|Real Military Life Drama!|
Well, nothing new really.
I don't know what's going on. I honestly am trying to stay optimistic and think that Rob's just busy but I don't know what the hell is going on. I really am trying. It just seems more distant every time. I don't know how to handle that. I really don't. I'm starting to get all sorts of worries again. Worries about what I'd do if we were over, or worries about him being unhappy...and why.
I don't know why I let myself think this way. I guess I wouldn't if he was a bit more reassuring at times. I can't just flat out tell him "i feel like you're becoming really distant, and if it's something that i've done i need to know so that i can make it right" because if it really is just him being really busy...then he's going to think i never just take his love as it is and not make it into a situation. I don't want to be that wife.

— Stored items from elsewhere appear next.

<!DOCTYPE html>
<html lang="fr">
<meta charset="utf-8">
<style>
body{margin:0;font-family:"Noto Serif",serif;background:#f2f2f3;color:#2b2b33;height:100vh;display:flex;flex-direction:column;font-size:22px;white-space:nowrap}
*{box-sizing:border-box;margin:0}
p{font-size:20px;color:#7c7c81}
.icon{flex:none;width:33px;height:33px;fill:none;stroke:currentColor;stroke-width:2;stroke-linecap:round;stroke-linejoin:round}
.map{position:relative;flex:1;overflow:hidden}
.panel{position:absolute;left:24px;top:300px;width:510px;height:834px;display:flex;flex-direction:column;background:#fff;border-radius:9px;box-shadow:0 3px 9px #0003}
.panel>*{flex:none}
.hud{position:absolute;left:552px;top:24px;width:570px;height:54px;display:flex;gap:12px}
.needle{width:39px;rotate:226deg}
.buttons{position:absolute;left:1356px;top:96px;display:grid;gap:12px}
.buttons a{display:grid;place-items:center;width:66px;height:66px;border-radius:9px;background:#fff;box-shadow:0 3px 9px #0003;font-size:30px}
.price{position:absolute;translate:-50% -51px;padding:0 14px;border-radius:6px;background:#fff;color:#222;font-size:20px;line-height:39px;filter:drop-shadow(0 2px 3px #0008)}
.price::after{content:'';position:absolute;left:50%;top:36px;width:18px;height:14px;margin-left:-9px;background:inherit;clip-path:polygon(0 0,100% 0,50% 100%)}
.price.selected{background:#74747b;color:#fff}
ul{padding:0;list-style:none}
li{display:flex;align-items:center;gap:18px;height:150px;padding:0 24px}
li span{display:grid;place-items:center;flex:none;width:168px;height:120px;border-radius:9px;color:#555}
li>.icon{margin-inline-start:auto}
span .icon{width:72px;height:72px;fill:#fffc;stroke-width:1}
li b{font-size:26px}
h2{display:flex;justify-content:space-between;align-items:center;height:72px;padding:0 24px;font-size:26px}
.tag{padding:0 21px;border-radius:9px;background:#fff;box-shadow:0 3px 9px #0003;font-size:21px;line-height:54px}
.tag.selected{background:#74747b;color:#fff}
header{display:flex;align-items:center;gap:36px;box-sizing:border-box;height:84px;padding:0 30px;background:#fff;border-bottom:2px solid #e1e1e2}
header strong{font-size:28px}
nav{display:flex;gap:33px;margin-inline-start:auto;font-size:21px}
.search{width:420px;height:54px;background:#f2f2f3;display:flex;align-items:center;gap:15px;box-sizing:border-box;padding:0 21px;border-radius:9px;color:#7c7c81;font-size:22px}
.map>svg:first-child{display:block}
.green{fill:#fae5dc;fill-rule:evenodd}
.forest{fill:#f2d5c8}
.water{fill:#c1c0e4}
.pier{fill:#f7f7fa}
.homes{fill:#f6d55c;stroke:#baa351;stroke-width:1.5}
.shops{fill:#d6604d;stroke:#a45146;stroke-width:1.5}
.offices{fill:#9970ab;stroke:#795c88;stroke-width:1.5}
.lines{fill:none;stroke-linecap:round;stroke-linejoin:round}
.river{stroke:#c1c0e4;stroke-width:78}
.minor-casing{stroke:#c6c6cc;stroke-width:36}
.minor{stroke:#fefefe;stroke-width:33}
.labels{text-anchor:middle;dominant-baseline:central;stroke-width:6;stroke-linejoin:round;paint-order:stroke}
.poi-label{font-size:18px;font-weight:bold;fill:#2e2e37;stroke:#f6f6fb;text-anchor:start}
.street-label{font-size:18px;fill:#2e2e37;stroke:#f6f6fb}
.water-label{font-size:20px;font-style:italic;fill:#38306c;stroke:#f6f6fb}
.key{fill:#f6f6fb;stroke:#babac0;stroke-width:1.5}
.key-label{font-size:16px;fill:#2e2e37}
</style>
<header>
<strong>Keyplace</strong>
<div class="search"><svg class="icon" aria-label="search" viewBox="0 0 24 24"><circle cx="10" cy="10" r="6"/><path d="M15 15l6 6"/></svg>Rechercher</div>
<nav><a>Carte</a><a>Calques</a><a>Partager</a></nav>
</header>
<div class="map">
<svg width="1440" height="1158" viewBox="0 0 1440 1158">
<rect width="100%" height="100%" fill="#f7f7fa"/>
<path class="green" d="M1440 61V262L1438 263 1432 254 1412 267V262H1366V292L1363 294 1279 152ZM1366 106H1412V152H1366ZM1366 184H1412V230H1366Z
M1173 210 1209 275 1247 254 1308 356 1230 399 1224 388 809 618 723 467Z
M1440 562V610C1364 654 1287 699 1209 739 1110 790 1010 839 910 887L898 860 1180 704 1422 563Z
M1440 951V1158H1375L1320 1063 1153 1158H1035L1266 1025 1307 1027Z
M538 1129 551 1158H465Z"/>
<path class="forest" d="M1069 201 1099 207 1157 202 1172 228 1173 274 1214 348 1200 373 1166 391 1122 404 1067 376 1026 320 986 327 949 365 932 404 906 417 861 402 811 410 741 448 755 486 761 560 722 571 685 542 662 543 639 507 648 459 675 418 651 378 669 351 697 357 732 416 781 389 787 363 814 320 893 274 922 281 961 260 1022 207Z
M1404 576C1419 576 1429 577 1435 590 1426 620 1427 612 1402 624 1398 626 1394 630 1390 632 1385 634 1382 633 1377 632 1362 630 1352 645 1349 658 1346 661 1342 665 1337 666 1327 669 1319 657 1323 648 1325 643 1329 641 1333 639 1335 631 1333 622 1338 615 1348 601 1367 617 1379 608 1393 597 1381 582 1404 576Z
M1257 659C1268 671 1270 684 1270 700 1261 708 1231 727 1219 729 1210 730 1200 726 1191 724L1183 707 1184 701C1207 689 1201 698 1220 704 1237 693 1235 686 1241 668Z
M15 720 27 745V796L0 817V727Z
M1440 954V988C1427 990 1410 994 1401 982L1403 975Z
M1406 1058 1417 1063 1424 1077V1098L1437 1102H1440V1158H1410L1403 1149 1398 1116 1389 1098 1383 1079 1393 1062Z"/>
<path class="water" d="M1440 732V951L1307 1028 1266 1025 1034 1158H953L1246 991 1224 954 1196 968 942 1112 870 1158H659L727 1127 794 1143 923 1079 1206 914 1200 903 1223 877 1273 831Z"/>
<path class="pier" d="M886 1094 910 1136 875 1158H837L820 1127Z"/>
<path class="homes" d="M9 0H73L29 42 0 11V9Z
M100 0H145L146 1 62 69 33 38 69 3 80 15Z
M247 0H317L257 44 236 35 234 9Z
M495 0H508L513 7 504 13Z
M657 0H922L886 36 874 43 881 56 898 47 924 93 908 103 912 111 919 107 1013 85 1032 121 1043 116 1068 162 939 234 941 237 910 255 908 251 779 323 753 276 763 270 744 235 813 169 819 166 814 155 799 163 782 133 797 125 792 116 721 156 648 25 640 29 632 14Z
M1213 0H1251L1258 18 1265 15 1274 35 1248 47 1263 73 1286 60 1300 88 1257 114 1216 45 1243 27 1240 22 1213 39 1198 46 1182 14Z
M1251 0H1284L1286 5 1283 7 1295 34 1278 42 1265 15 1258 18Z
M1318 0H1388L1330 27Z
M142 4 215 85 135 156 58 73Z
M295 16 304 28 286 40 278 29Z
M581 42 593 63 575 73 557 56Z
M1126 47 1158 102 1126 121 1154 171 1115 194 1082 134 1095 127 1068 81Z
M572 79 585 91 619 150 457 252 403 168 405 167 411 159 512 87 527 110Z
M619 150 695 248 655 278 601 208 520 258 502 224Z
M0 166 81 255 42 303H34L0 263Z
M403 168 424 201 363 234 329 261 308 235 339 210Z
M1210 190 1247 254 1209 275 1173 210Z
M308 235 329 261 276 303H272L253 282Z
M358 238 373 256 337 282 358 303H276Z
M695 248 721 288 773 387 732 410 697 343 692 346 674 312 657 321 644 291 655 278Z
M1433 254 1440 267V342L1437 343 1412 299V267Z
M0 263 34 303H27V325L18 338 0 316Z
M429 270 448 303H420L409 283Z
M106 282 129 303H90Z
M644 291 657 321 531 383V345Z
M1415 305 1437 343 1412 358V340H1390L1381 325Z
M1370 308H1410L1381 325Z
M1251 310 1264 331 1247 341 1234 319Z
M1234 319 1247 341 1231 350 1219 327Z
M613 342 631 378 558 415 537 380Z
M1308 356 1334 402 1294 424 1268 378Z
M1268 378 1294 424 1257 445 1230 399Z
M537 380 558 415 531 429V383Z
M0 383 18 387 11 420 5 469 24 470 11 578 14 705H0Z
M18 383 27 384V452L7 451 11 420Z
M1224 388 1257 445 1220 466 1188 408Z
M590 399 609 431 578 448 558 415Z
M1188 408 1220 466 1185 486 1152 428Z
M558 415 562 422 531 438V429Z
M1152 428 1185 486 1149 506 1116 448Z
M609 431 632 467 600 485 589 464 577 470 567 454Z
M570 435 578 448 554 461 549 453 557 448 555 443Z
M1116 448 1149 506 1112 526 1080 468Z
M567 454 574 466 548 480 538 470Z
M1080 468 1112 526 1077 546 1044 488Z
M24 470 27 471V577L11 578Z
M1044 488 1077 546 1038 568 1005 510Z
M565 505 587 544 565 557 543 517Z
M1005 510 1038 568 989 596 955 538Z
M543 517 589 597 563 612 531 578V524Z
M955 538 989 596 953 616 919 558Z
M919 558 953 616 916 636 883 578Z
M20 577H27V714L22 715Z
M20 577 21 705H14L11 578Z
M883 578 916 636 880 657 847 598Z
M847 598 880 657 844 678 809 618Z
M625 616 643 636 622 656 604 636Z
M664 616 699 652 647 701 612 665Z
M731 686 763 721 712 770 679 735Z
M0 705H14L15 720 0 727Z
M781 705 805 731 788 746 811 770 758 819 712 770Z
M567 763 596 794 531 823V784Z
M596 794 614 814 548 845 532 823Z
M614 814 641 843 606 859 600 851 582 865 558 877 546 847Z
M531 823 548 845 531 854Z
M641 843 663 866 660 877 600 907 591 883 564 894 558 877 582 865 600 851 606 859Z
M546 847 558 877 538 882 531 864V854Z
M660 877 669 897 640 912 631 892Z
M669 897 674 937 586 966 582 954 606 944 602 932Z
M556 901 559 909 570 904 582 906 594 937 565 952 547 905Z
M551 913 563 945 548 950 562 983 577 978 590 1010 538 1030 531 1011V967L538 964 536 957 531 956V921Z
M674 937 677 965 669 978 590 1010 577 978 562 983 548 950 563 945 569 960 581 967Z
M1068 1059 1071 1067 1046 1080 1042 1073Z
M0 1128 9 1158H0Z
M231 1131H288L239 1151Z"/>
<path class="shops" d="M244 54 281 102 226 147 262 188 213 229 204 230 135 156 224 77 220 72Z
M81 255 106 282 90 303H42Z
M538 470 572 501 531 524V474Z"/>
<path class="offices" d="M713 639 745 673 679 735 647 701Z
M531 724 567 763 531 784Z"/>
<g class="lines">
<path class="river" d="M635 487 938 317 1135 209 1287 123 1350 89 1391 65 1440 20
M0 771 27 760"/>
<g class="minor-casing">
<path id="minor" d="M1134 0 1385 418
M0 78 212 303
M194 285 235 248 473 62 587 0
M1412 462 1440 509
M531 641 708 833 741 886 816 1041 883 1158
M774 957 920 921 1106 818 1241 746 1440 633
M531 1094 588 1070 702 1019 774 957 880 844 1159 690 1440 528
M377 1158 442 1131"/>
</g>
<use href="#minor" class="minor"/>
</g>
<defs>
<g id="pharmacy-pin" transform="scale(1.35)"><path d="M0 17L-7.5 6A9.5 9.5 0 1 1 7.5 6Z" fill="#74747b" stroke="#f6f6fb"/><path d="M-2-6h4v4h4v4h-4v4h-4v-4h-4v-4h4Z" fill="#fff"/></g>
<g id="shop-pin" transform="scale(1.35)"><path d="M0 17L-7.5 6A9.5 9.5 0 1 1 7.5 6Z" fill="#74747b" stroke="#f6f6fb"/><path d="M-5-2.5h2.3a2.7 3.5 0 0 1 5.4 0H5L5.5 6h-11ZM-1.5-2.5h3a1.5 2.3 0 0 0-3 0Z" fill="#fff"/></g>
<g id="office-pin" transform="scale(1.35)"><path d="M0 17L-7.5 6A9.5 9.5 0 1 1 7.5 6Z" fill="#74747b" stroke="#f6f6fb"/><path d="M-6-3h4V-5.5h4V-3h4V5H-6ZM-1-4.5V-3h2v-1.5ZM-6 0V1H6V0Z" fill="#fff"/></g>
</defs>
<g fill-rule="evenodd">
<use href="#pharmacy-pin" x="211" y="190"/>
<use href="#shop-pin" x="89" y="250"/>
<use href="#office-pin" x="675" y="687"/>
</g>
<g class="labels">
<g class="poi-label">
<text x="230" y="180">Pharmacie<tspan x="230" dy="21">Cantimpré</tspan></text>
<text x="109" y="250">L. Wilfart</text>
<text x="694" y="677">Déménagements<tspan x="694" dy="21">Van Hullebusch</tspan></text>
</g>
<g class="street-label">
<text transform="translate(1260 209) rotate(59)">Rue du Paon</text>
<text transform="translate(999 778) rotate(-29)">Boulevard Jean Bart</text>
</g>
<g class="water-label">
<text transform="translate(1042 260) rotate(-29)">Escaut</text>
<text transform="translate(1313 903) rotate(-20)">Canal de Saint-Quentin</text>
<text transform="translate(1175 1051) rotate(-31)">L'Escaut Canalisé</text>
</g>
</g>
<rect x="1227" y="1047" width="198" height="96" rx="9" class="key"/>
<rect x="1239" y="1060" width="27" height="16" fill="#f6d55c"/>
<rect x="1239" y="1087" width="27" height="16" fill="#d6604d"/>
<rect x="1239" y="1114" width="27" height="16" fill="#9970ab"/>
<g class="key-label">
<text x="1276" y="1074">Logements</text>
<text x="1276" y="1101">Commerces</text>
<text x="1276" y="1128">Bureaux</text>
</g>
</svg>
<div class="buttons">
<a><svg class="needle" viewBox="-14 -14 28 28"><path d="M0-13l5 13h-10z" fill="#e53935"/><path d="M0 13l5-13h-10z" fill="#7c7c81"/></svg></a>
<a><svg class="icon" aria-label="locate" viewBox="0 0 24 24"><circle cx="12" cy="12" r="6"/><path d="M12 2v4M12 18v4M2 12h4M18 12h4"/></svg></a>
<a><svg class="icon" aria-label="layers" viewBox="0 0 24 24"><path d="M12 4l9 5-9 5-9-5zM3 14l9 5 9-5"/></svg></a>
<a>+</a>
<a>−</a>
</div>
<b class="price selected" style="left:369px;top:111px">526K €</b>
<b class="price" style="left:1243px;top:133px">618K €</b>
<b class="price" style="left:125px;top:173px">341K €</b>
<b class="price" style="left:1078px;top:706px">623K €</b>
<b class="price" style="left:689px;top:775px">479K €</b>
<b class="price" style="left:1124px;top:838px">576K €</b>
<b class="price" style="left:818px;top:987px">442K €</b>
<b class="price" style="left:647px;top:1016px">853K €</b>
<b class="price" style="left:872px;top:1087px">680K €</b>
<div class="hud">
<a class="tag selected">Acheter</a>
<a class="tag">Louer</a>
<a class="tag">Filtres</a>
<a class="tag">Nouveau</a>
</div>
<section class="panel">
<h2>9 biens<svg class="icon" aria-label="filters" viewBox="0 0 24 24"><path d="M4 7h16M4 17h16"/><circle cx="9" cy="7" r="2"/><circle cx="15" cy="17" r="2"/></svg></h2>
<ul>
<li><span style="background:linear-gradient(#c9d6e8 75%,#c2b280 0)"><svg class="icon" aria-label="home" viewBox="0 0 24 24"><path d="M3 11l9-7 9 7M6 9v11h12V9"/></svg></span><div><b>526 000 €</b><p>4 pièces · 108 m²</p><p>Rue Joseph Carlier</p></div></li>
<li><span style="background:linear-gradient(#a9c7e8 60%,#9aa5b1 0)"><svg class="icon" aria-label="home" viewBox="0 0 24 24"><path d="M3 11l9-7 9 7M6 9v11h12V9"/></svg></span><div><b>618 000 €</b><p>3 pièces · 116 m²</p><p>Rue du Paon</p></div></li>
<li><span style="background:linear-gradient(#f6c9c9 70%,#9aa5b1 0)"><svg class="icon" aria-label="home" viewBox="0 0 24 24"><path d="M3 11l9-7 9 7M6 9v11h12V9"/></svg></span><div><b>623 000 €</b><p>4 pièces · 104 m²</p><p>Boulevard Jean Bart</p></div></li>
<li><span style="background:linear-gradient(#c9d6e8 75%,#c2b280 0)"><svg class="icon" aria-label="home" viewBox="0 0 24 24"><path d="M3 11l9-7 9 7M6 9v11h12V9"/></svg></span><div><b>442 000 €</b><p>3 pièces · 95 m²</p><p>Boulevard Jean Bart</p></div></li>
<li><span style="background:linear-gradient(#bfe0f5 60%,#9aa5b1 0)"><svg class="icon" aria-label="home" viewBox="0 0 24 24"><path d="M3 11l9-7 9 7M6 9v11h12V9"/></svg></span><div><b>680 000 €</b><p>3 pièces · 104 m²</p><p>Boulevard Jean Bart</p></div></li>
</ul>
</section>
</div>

The message I got from him today was about four sentences. I'm not even kidding. He read my message yesterday but didn't send me one back. He said in his message that he was meaning to write me last night, but never got around to it. Yeah. Honestly that's what it said. Then he said that he was going to be busy all night long, so he would try and send a message when he got up tomorrow afternoon. Which is tonight or tomorrow morning for me. Whenever he gets around to it. I kinda think that he won't. i wouldn't be surprised.
I'm starting to get really aggrivated. and annoyed. I hope that he's not acting distant and that he's not unhappy with me. Because I just don't know what else to do. I've been sending him message that are happy and upbeat. Asking him questions about things that he would actually want to talk about like buying a gun, and his job...and stuff like that...but I didn't even get a response. I wish I could have the will power to just send him a message when i "get around it." not wanting to do it every second of the day. I guess that's where we're different. I can't live without him, and he can't seem to find time to FORCE himself to communicate with me.
That chick he was hanging out with is supposed to be gone already. I hope she is. Honestly. That still really pisses me off. Sometimes I really hate this life. And I just want him home all the time so we could annoy each other. The longer I have by myself, the more time I have to think about all the things that "could" be going on, or "could" be wrong. That it's killing me.
He's supposed to be home in about two weeks. I hope that is true. At least once he's home I'll know if something is going on. If he's acting funny I'll know it. I will. He'll have to communicate with me, and he won't be able to ignore me...so if something is going on I'll know it. I'm worried about it though.
I don't want to be super excited and pumped for him to come home, when he's not. I don't want to be disappointed and let down. I really don't.
I love this man more than life itself. I just can't take him acting like this much longer. The distance is killing me. And if he's going to send a message...put some substance in it. I tell him "if you can't write a long message just send anything so that i have something to read..." but that's getting annoying now.
I probably shouldn't freak out and look so much into it. He says I love you, you're my everything in just about every message. But for some reason I'm feeling something different. I hope not. We'll see.
He's supposed to send a message within the next 24 hours, and call within the next 48 hours. So hopefully I'll have something good to report. We shall see!